Task directions:
Lines in the listing below that contain the string "view" are to be found and copied.

Exercise input:
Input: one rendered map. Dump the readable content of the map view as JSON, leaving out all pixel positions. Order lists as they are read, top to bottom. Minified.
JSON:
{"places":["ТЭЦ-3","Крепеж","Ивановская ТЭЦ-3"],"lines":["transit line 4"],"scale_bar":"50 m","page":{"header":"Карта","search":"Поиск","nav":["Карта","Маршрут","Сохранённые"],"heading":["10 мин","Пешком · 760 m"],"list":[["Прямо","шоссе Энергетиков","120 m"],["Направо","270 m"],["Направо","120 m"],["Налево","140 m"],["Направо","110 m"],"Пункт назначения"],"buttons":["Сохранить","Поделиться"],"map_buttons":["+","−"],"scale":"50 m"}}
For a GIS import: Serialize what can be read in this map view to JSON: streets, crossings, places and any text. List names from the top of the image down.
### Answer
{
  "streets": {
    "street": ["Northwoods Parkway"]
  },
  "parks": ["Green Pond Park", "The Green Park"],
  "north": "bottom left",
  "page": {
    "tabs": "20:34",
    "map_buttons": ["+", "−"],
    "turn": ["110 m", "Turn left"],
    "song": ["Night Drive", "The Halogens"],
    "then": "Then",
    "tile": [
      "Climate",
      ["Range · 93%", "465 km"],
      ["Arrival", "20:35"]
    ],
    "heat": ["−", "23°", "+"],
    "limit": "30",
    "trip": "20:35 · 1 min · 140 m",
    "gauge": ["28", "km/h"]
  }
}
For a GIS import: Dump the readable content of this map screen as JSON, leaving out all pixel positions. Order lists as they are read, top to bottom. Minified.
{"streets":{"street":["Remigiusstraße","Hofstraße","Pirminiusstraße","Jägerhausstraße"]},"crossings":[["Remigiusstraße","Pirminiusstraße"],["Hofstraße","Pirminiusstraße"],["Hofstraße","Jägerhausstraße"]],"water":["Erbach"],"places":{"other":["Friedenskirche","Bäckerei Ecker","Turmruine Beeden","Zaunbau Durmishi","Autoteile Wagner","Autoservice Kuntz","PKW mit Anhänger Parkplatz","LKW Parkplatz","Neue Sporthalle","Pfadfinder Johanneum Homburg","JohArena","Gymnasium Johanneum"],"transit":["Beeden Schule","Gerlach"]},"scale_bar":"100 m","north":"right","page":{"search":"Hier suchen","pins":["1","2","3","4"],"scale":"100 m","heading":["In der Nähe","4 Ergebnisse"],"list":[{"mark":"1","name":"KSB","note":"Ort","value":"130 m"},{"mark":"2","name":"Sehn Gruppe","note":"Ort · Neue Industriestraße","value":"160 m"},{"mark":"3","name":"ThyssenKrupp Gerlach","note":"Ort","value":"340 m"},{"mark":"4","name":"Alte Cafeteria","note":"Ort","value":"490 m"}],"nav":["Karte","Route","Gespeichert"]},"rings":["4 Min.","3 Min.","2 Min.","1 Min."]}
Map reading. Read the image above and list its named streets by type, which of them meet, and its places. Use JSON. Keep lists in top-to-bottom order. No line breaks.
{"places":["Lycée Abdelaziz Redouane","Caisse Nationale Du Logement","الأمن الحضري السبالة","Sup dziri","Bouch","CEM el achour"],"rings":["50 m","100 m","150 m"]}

Exercise answer:
Input: one rendered map. Dump the readable content of the map view as JSON, leaving out all pixel positions. Order lists as they are read, top to bottom. Minified.
For a GIS import: Serialize what can be read in this map view to JSON: streets, crossings, places and any text. List names from the top of the image down.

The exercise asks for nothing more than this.